Speaker
Description
NASA's Solar Dynamics Observatory (SDO), launched in 2010, is a monitoring mission capturing full disk images of the Sun at a number of wavelengths with unprecedented spatial and temporal resolution. The SDO has generated an enormous amount of data over its operational lifetime, making it necessary to store the data in a searchable database for efficient access. We have established the Australian Data Centre for SDO (OzSDO) a NetDRMS installation to archive and distribute data from the AIA and HMI instruments. The OzSDO primarily acts as a mirror for individual data series from the central SDO Joint Science Operations Center repository at Stanford.
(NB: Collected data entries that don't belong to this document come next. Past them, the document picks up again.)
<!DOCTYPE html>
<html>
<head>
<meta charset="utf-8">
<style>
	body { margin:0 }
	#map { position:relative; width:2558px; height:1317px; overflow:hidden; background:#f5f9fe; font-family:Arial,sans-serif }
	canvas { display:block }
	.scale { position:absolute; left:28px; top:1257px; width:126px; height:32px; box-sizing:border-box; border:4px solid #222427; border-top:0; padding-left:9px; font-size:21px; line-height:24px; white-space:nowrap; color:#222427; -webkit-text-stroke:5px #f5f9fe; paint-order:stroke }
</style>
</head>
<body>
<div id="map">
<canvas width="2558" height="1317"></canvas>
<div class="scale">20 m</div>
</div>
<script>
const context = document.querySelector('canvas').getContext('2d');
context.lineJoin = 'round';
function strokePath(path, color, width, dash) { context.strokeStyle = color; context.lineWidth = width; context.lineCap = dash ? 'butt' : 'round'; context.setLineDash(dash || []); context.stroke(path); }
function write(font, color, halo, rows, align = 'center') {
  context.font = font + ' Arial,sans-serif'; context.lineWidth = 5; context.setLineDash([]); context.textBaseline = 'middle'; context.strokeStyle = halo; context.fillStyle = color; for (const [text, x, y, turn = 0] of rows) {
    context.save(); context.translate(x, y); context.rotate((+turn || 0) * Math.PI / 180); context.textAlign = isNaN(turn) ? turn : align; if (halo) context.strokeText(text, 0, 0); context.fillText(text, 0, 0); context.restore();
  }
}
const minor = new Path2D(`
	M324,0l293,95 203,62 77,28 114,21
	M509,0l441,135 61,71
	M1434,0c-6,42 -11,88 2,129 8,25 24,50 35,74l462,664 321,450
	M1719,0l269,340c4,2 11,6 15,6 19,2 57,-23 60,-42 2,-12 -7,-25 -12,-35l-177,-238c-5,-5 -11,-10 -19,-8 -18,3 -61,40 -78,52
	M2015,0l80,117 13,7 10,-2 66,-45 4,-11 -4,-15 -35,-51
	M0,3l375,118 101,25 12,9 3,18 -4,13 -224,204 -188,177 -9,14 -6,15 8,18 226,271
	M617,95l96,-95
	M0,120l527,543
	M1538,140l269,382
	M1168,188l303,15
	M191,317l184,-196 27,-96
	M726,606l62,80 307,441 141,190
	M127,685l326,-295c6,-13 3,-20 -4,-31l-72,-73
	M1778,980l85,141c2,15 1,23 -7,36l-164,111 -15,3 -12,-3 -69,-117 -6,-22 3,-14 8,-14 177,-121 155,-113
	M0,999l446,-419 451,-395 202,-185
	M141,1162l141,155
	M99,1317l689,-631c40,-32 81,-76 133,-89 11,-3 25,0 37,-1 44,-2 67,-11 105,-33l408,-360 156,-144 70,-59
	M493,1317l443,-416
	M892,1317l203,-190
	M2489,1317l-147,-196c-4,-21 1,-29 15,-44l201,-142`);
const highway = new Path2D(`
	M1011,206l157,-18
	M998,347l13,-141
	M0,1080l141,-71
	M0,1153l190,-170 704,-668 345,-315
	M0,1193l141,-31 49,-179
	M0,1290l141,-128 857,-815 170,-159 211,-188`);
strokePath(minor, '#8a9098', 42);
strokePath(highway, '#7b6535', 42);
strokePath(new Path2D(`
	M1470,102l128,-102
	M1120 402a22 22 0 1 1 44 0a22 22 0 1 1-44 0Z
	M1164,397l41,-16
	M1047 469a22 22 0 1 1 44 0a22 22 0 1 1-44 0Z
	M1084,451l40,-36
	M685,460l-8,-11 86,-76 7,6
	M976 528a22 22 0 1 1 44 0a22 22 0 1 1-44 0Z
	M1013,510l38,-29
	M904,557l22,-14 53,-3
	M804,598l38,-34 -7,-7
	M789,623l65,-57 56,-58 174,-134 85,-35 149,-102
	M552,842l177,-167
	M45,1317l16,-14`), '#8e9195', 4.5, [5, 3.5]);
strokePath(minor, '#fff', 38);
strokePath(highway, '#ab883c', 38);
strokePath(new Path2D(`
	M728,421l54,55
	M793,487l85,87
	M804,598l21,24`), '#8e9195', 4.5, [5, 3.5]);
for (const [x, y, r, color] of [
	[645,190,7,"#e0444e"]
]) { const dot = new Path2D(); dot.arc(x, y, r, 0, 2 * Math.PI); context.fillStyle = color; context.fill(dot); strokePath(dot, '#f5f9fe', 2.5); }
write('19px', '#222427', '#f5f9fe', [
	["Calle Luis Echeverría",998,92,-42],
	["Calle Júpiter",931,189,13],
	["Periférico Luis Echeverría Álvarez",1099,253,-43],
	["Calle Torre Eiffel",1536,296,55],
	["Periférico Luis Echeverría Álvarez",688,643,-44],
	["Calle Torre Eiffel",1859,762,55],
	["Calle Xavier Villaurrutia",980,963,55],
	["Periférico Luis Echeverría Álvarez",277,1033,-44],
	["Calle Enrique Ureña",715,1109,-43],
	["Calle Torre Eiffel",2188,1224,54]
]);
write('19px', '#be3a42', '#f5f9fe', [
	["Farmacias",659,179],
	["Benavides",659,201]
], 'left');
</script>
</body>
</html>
It currently contains the full meta-data for each of the HMI data series hmi.m_45s, hmi.v_45s, hmi.ic_45s, hmi.sharp_cea_720s, and aia.lev1, as well as the images for selected time periods under analysis. The hardware and infrastructure for the database is hosted at Australian Astronomical Optics Data Central at Macquarie University, and currently consists of a data server with 2 Intel Xeon Gold CPUs (32 cores), 128GB RAM, 20TB RAID5 HDD connected to a 216TB data array and a compute server with two 3.1GHz Intel Xeon Gold CPUs (32 cores total), 512GB memory, and an additional 3.8TB SSD local storage. Access to the OzSDO is available to researchers in the Centre for Solar and Space Physics group at the University of Newcastle (Australia), and externally upon request.